Activity ▸ When a line of the records below contains the string "blocks", copy that whole line.

Saved entries:
··········
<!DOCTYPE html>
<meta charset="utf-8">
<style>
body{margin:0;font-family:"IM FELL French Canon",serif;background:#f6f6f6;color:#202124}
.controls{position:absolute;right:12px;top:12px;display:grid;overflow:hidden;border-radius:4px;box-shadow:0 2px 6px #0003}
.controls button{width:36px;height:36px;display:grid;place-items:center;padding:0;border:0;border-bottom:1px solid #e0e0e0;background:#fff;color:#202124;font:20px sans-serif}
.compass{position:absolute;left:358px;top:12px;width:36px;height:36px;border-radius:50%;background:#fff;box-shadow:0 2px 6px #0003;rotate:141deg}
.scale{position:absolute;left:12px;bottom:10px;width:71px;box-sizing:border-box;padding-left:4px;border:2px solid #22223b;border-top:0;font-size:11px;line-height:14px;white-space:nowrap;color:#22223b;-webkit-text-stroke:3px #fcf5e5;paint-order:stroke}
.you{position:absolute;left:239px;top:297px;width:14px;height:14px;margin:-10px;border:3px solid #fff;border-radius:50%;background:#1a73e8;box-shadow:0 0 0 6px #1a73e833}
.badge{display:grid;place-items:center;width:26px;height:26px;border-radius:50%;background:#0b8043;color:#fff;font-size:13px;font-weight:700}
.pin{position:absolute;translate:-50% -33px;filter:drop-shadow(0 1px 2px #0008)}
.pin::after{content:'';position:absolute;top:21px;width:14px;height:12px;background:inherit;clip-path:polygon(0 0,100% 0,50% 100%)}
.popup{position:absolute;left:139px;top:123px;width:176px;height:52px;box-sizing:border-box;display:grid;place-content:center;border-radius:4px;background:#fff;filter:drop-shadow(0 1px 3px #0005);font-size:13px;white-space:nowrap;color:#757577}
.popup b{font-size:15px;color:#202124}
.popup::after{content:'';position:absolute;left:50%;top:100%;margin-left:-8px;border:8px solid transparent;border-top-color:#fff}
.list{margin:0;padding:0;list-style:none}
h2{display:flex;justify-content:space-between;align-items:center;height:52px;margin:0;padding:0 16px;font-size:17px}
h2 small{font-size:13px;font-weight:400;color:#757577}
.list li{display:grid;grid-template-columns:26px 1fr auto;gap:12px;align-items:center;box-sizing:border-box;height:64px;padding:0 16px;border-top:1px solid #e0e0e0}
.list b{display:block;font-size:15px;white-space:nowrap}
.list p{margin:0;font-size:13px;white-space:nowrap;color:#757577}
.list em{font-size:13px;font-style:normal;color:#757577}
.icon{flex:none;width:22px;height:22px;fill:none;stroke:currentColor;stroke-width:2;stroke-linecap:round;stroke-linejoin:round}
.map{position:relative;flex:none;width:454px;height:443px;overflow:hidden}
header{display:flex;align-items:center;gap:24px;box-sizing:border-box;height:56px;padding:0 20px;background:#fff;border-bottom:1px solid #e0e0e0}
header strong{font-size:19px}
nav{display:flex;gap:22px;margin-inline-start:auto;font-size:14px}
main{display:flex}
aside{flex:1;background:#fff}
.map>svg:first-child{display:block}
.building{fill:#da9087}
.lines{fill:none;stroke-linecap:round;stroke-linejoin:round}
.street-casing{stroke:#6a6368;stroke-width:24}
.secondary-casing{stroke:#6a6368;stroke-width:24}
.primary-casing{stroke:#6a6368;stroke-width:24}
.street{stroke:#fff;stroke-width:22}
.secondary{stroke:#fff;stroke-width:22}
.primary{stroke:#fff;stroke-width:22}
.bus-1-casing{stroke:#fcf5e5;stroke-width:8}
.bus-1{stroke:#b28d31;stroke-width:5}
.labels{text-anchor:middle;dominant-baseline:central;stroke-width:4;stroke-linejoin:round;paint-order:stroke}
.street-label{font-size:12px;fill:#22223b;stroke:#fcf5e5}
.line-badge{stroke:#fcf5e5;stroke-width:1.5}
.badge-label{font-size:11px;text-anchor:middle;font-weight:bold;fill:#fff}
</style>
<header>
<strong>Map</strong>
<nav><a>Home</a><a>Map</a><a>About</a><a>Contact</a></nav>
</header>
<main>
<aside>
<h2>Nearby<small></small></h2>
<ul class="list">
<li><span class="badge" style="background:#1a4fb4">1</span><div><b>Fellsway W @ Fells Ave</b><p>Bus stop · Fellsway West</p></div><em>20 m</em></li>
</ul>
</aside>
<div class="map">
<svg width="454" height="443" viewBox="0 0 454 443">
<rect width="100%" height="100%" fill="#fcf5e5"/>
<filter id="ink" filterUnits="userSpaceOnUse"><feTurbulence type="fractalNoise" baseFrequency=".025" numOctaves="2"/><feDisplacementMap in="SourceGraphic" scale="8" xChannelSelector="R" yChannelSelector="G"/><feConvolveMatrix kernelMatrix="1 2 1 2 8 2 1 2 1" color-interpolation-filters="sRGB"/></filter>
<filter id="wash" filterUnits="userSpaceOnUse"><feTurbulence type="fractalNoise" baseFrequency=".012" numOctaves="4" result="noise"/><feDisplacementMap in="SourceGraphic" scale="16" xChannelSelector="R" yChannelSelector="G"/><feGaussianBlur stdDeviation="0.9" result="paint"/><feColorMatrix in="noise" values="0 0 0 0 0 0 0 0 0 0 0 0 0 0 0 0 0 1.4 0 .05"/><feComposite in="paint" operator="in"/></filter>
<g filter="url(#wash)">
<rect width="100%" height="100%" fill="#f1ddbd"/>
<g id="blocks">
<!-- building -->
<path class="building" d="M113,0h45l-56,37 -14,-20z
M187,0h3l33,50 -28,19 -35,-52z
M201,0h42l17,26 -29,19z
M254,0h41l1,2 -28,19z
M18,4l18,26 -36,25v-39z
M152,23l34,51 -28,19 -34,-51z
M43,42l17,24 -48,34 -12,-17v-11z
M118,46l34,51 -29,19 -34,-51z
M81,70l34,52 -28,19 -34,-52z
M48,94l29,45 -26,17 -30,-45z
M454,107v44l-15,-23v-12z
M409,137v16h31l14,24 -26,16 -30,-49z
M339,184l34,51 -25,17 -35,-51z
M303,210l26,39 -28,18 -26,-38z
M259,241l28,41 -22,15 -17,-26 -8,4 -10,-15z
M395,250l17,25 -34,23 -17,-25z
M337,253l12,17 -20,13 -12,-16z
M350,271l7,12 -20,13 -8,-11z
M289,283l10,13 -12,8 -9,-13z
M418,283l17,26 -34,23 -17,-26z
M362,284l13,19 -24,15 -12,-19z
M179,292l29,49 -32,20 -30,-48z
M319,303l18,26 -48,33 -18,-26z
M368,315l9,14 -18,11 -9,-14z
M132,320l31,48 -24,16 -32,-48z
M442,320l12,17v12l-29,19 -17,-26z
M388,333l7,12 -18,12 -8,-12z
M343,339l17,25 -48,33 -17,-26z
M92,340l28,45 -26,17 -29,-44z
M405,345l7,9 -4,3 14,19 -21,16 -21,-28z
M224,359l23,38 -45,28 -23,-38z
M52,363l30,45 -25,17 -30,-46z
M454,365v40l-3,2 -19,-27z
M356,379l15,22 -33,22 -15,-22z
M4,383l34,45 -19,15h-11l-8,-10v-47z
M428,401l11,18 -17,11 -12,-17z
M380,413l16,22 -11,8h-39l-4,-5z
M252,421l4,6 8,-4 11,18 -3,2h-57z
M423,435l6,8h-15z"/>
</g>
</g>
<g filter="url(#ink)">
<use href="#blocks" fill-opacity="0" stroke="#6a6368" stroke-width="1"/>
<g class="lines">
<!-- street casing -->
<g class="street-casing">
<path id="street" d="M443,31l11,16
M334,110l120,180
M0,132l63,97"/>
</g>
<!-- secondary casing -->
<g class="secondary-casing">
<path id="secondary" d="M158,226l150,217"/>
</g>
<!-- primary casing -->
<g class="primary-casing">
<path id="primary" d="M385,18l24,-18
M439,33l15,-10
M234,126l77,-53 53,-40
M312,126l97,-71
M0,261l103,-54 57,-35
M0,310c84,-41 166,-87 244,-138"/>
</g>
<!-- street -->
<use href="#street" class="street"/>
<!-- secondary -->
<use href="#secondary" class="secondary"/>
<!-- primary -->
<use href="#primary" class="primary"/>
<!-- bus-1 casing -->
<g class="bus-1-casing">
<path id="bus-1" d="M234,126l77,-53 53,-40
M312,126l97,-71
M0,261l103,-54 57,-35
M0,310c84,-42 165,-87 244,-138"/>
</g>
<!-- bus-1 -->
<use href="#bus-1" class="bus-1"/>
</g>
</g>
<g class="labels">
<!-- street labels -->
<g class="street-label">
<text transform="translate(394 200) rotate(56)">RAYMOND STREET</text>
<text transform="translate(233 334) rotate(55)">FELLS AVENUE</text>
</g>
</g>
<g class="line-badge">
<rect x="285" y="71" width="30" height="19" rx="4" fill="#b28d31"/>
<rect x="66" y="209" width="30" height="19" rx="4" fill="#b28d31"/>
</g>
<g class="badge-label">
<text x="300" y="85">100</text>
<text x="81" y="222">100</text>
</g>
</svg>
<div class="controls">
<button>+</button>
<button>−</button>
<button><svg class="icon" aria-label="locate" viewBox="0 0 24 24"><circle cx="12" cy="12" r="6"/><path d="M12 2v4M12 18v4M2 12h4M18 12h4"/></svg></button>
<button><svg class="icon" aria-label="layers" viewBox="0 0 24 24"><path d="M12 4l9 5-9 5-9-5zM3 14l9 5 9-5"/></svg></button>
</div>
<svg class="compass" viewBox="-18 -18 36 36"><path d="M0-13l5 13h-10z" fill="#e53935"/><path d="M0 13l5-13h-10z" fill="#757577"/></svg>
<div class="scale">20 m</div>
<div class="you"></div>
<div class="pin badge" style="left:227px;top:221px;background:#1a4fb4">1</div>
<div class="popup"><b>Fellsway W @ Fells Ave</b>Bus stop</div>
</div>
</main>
··········
Output for this exercise ▸
<g id="blocks">
<use href="#blocks" fill-opacity="0" stroke="#6a6368" stroke-width="1"/>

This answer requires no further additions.